Percebe-se com isso a relevância de nos sensibilizarmos para saberes técnicos, manuais, artesanais em contraponto à pressa por resultados, numa sociedade ansiosa e adoecida pelo excesso e rapidez das coisas. No entanto, consideramos as reflexões sobre atuais formas de impressão impulsionadas pelas tecnologias mecânicas e digitais, as quais alargam o conceito de reprodutibilidade técnica criado por Walter Benjamin e questionam sobre a suposta democratização da arte. Diante de tais inquietações, vimos que o tempo vem corroendo os conceitos e os limites do processo da gravura. A matriz se transmuta em autonomia com linguagem própria e diversa. As impressões adquirem novas faces, não se obrigam às tradicionais tiragens. Matrizes e impressões se descolam entre si, libertam-se, ambas frequentam universos digitais e elevam suas possibilidades reprodutivas ao infinito.
O “Tempo” no decurso de criação com gravura também é visto como elemento corrosivo, este é produtor de ferrugens tintórias, de solos, de rochas e espaços côncavos que modificam e esculpem a vida, cotidianamente. Retrocedendo à origem da matéria, ele esculpe as pedras litográficas, as árvores para xilogravura, as plantas para papéis, os metais e até mesmo a matéria prima dos químicos, das matrizes de plástico e das tintas. Aliado à natureza, aparentemente de forma lenta, ele faz brotar, regar, ramificar, frutificar, alimentar e semear, completando ciclos, reproduzindo entre ação e espera, nele aprendemos a refletir e ponderar sobre os resultados. Vagarosamente o tempo transforma os espaços e as pessoas.
Assim, temos a falsa ilusão de controle, de precisão, mas o tempo é um sal ou um ácido que ataca a estabilidade das coisas. Mesmo no manuseio das técnicas tradicionais, para o Ateliê Livre de Gravura é importante considerar processos híbridos entre o “velho” e o “novo”, expandindo para além do ateliê como espaço físico, constituindo a “gravura” como linguagem, ou como palavra que abrange diversas linguagens resultantes de impressões com matrizes de relevo, matrizes de côncavo, matrizes permeáveis, matrizes planas e demais possibilidades, onde as etapas – gravação, entintamento e impressão – proporcionam diálogos únicos, singulares entre si. Estes em conversa com diferentes poesias, resultantes de pesquisas e experimentações.

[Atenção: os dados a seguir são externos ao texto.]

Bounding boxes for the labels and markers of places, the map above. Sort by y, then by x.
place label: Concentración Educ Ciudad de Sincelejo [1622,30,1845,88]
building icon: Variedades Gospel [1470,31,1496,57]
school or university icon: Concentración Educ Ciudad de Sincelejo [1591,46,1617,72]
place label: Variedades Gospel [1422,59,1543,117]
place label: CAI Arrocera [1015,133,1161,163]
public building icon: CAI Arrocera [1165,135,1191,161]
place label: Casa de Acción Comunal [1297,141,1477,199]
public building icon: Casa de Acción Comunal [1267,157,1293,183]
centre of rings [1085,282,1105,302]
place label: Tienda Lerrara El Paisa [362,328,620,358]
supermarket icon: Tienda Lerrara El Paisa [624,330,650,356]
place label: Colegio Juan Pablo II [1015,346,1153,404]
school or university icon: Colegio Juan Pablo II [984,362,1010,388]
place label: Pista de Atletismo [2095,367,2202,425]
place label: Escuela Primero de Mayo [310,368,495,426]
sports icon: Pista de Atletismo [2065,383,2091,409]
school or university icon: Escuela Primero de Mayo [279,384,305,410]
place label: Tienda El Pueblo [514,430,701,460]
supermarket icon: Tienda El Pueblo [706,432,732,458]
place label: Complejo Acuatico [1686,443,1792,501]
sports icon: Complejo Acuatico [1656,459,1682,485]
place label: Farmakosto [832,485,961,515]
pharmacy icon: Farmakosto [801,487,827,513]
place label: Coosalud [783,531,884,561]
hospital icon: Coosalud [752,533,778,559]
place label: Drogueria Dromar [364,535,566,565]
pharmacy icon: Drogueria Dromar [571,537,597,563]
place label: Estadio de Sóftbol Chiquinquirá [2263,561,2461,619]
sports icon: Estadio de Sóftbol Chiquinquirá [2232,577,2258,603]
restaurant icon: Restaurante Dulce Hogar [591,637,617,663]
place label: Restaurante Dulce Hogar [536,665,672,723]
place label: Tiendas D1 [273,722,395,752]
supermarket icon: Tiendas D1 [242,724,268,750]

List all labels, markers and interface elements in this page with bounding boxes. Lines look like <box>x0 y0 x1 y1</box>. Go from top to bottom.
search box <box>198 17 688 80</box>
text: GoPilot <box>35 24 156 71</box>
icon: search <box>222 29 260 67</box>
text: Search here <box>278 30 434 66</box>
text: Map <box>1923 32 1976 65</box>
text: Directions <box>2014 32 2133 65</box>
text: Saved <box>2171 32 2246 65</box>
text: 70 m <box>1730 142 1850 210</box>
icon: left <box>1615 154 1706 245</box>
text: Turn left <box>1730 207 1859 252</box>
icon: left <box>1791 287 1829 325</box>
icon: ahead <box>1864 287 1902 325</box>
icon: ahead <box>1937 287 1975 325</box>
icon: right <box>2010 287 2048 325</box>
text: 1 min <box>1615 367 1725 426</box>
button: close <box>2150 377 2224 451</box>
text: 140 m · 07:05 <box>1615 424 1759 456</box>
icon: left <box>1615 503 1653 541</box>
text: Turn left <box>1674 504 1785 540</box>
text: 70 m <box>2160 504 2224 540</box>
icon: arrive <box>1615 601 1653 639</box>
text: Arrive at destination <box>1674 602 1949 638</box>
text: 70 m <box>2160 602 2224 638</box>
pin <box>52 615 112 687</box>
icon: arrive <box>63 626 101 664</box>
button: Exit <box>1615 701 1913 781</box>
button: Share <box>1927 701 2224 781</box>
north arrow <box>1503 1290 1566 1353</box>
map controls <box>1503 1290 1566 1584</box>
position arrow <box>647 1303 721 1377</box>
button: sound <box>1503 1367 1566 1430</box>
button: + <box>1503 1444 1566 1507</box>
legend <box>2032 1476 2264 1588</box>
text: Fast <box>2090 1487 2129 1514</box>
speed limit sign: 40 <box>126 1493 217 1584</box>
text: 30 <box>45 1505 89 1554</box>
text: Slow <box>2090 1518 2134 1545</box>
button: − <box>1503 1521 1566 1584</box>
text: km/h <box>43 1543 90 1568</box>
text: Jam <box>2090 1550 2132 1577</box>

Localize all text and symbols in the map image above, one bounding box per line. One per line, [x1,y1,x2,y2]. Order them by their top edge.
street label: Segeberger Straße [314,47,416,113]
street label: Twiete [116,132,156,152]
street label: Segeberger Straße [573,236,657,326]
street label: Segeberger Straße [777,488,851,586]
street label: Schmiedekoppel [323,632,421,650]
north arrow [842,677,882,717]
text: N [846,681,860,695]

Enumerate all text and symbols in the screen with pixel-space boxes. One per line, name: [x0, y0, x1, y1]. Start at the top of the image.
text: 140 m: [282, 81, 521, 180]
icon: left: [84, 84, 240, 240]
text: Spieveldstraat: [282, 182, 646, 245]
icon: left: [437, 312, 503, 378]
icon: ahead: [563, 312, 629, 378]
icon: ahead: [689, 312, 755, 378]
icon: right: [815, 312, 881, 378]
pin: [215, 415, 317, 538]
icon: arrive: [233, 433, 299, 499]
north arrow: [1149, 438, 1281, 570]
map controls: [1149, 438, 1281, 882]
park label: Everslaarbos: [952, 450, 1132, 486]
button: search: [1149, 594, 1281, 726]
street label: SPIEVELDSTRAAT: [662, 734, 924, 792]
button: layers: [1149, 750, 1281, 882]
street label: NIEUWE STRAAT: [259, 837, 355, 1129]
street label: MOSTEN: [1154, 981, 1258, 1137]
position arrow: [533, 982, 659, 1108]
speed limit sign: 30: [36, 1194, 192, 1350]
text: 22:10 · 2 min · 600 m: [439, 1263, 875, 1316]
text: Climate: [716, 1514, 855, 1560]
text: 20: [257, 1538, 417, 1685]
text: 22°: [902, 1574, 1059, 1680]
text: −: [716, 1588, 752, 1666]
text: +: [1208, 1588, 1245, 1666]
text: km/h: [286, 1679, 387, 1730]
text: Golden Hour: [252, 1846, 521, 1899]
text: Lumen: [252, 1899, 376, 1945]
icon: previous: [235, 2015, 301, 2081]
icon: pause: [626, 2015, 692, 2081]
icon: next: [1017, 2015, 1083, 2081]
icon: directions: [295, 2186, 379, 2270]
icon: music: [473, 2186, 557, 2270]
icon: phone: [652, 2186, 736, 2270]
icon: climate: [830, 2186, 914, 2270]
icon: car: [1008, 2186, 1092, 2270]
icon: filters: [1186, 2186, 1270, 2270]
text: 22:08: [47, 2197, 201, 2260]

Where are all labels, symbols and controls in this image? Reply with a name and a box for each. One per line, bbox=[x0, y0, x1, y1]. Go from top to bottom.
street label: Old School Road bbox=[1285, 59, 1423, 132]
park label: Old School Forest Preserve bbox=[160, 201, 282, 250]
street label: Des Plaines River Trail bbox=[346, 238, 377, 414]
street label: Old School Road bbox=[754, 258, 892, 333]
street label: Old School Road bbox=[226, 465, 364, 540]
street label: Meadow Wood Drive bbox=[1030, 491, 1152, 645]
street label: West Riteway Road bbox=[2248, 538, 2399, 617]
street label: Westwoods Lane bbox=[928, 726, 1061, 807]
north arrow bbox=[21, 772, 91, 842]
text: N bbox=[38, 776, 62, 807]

Entre o grupo, a gravura se torna um elemento de interação de subjetividades, o elemento meio. O Ateliê Livre de Gravura considera que toda alquimia gerada em seus processos experimentais são atravessados pelos pensamentos, o fazer é filosófico, nele é preciso morosidade onde há tempo para o “erro” e para refletir sobre as descobertas contidas nele. Para isso, é preciso o tempo da espera, das corrosões, do refazer, do reimprimir e da volta. Nesse vai e vem, a gravura permite que cada um seja uma espécie de “matriz perdida”, onde a vida imprime, o tempo grava em movimentos de “espelhar” e “espalhar” mundo afora. O tempo modifica essa matriz, cria camadas sobrepostas que se reconfiguram sempre nessa humanidade. Elas são sobrepostas e saltitantes, cada uma é viva e se refaz, não tem lógica hierárquica. Assim, as camadas que chegam à superfície geram surpresas ao infinito.
Com base na reflexão acima sobre o “Tempo”, O Ateliê Livre de Gravura apresenta a exposição “Tempo da Gravura” no Centro Cultural UFG – CCUFG, que acontece do dia 20 de abril ao dia 12 de maio em Goiânia, com trabalhos de Adriana Mendonça, André Berger, Augusto César, Célia Gondo, Doris Pereira, Filomena Gouvêa, Helder Amorim, Ilda Santa Fé, Jessika Lorrane, Luciene Lacerda, Mari Soares, Nancy Melo, Suely Lima, Veronica Noriega, Vinícius Yano, Xica e ZèCésar. A Curadoria é de Adriana Mendonça, Filomena Gouvêa, Luciene Lacerda, Nancy Melo, Suely Lima e ZèCésar, com Expografia de Jessika Lorrane, Luciene Lacerda, Nancy Melo, Dóris Pereira e ZèCésar.